[Stored data]
________________________________________
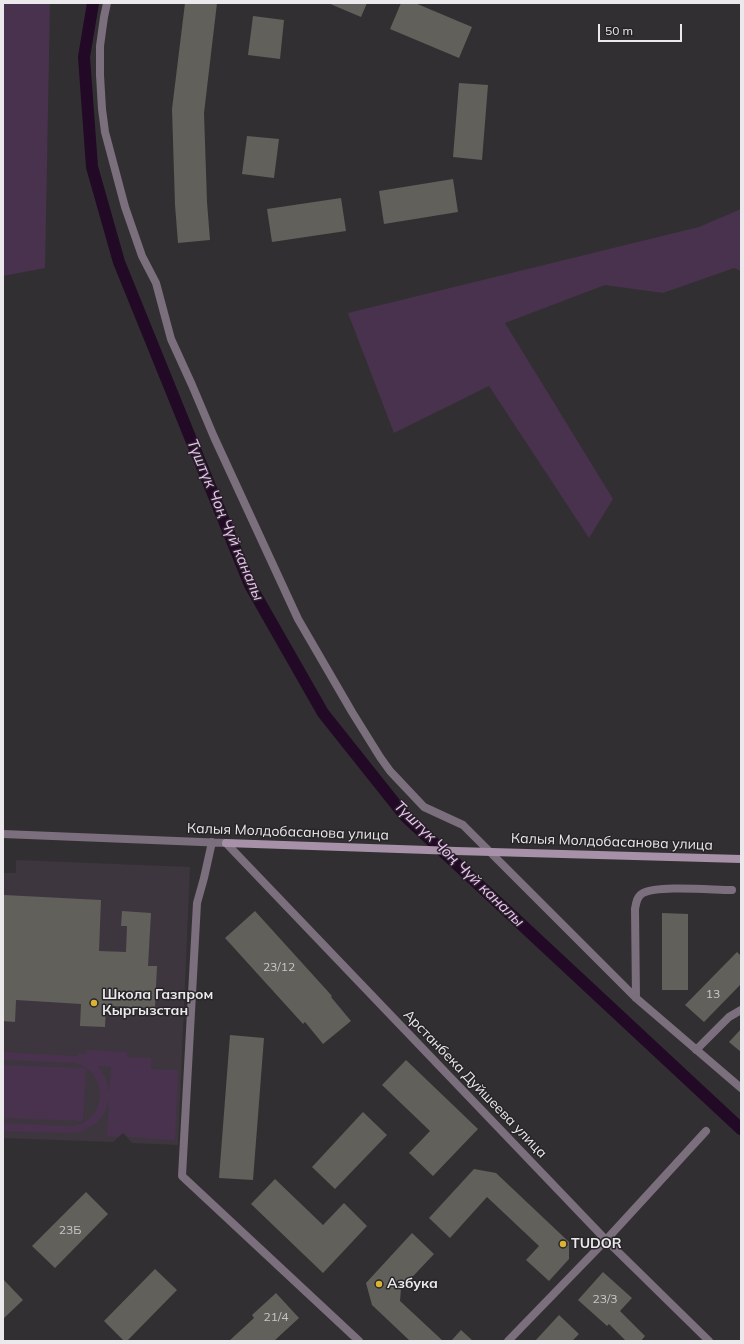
<!DOCTYPE html>
<html>
<head>
<meta charset="utf-8">
<style>
  body { margin:0 }
  #map { position:relative; width:744px; height:1344px; overflow:hidden; background:#322f32; font-family:Mulish,sans-serif }
  canvas { display:block }
  .frame { position:absolute; inset:0; border:4px solid #ebe9eb; pointer-events:none }
  .scale { position:absolute; left:598px; top:24px; width:84px; height:18px; box-sizing:border-box; border:2px solid #ebe9eb; border-top:0; padding-left:5px; font-size:12px; line-height:14px; white-space:nowrap; color:#ebe9eb; -webkit-text-stroke:3px #282528; paint-order:stroke }
</style>
</head>
<body>
<div id="map">
<canvas width="744" height="1344"></canvas>
<div class="frame"></div>
<div class="scale">50 m</div>
</div>
<script>
const g = document.querySelector('canvas').getContext('2d');
g.lineJoin = 'round';
function fill(path, color) {
  g.fillStyle = color;
  g.fill(path, 'evenodd');
}
function strokePath(path, color, width, dash) {
  g.strokeStyle = color;
  g.lineWidth = width;
  g.lineCap = dash ? 'butt' : 'round';
  g.setLineDash(dash || []);
  g.stroke(path);
}
function label(font, color, halo, rows, align = 'center') {
  g.font = font + ' Mulish,sans-serif';
  g.lineWidth = 3;
  g.setLineDash([]);
  g.textBaseline = 'middle';
  g.strokeStyle = halo;
  g.fillStyle = color;
  for (const [text, x, y, turn = 0] of rows) {
    g.save();
    g.translate(x, y);
    g.rotate((+turn || 0) * Math.PI / 180);
    g.textAlign = isNaN(turn) ? turn : align;
    if (halo) g.strokeText(text, 0, 0);
    g.fillText(text, 0, 0);
    g.restore();
  }
}
fill(new Path2D(`
  M16 860 190 867 178 1145 132 1143 123 1133 113 1142 3 1138V873H16Z`), '#3d363e');
fill(new Path2D(`
  M3 3H50L45 268 3 276Z
  M741 209V271L734 268 663 293 605 285 505 323 613 499 589 538 489 386 394 433 348 313 699 227Z
  M87 1050 127 1052V1057L151 1058V1069L178 1070 175 1140 128 1137 123 1133 118 1137 107 1136 109 1101 103 1115 97 1123 82 1131 69 1133 3 1131V1123L71 1126C107 1123 111 1074 76 1063L3 1060V1052L77 1056 78 1054H86ZM98 1066 111 1067 109 1092 106 1079Z
  M4 1065 86 1068 83 1121 3 1118Z`), '#49324d');
strokePath(new Path2D(`
  M93 3 84 57 92 167 119 262 250 585 323 713 405 816 741 1129`), '#220926', 12);
fill(new Path2D(`
  M185 3H217L204 113 207 202 210 240 178 243 175 205 172 109Z
  M328 3H367L361 17Z
  M401 3H415L472 27 459 58 390 29Z
  M253 16 284 20 280 59 248 55Z
  M459 83 488 85 482 160 453 157Z
  M247 136 279 139 274 178 242 174Z
  M453 179 458 212 384 224 379 191Z
  M341 198 346 231 272 242 267 209Z
  M4 895 101 900 99 951 126 952 127 926H121L122 911 151 913 148 966H157L155 1008 106 1006 105 1027 80 1026 81 1004 16 1000 15 1022 3 1021Z
  M255 911 332 996 331 997 351 1021 323 1044 305 1022 303 1024 225 938Z
  M662 913 688 914V990H662Z
  M737 952 741 956V984L704 1022 685 1005Z
  M741 1029V1052L729 1042Z
  M230 1035 264 1038 253 1180 219 1178Z
  M406 1060 478 1129 433 1176 409 1153 430 1131 382 1085Z
  M363 1112 387 1135 335 1189 312 1167Z
  M474 1169 496 1173 569 1242V1259L549 1281 526 1260 539 1246 487 1197 450 1238 429 1218Z
  M275 1179 323 1225 344 1203 367 1226 323 1273 251 1204Z
  M86 1192 108 1214 55 1268 32 1246Z
  M412 1233 434 1254 401 1289 400 1301 443 1341H410L372 1305 366 1283Z
  M155 1269 177 1290 127 1341H124L104 1321Z
  M603 1272 632 1298 620 1311 645 1336 641 1341H626L609 1324 607 1326 578 1300Z
  M3 1279 23 1300 3 1319Z
  M276 1293 299 1318 274 1341H229L254 1318 252 1315Z
  M559 1315 579 1334 572 1341H535Z
  M461 1330 473 1341H451Z`), '#61605b');
strokePath(new Path2D(`
  M107 3 104 17 100 46V75L102 109 105 132 125 207 142 256 156 283 171 339 192 385 214 437 298 619 352 712 380 757 390 771 424 807 463 825 636 998 741 1088
  M3 834 226 843 606 1240 709 1341
  M212 842 204 878 197 903 182 1176 359 1341
  M636 998 635 909C636 903 637 896 643 893 658 885 713 890 732 890
  M696 1050 729 1017 741 1010
  M508 1341 606 1240 706 1131`), '#7b6e7d', 8);
strokePath(new Path2D(`
  M226 843 456 851 741 859`), '#a691a9', 8);
for (const [x, y, r, color] of [
  [94,1003,4,"#dbb333"],
  [563,1244,4,"#dbb333"],
  [379,1284,4,"#dbb333"]
]) {
  const dot = new Path2D();
  dot.arc(x, y, r, 0, 2 * Math.PI);
  g.fillStyle = color;
  g.fill(dot);
  strokePath(dot, '#282528', 1.5);
}
label('12px', '#c8c7c7', null, [
  ["23/12",279,967],
  ["13",713,994],
  ["23Б",70,1230],
  ["23/3",605,1299],
  ["21/4",276,1317]
]);
label('14px', '#ebe9eb', '#282528', [
  ["Калыя Молдобасанова улица",288,832,2],
  ["Калыя Молдобасанова улица",612,842,2],
  ["Арстанбека Дуйшеева улица",475,1084,46]
]);
label('bold 14px', '#ebe9eb', '#282528', [
  ["Школа Газпром",102,995],
  ["Кыргызстан",102,1011],
  ["TUDOR",571,1244],
  ["Азбука",387,1284]
], 'left');
label('italic 15px', '#f3c2fb', '#282528', [
  ["Түштүк Чоң Чүй каналы",225,520,67],
  ["Түштүк Чоң Чүй каналы",459,864,44]
]);
</script>
</body>
</html>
________________________________________
[Task to complete]
Copy each line of the data that includes the word "align".

[Written solution]
function label(font, color, halo, rows, align = 'center') {
    g.textAlign = isNaN(turn) ? turn : align;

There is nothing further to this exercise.